▶ [REQUIRED ACTION]:
Write out the whole listing exactly as it is written below.

▶ [EXTRACTED MATERIAL]:
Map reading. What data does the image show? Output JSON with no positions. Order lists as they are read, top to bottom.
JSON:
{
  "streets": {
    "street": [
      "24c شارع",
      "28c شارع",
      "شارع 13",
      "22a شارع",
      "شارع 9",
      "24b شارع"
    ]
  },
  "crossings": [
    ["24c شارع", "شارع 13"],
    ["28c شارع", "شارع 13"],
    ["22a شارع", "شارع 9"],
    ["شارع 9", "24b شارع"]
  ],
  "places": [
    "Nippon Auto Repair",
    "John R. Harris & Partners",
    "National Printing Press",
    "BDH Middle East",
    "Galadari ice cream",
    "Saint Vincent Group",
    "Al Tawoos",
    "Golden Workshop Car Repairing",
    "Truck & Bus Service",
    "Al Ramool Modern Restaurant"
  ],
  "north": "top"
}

▶ [ANSWER SPACE]:
Map reading. What data does the image show? Output JSON with no positions. Order lists as they are read, top to bottom.
JSON:
{
  "streets": {
    "street": [
      "24c شارع",
      "28c شارع",
      "شارع 13",
      "22a شارع",
      "شارع 9",
      "24b شارع"
    ]
  },
  "crossings": [
    ["24c شارع", "شارع 13"],
    ["28c شارع", "شارع 13"],
    ["22a شارع", "شارع 9"],
    ["شارع 9", "24b شارع"]
  ],
  "places": [
    "Nippon Auto Repair",
    "John R. Harris & Partners",
    "National Printing Press",
    "BDH Middle East",
    "Galadari ice cream",
    "Saint Vincent Group",
    "Al Tawoos",
    "Golden Workshop Car Repairing",
    "Truck & Bus Service",
    "Al Ramool Modern Restaurant"
  ],
  "north": "top"
}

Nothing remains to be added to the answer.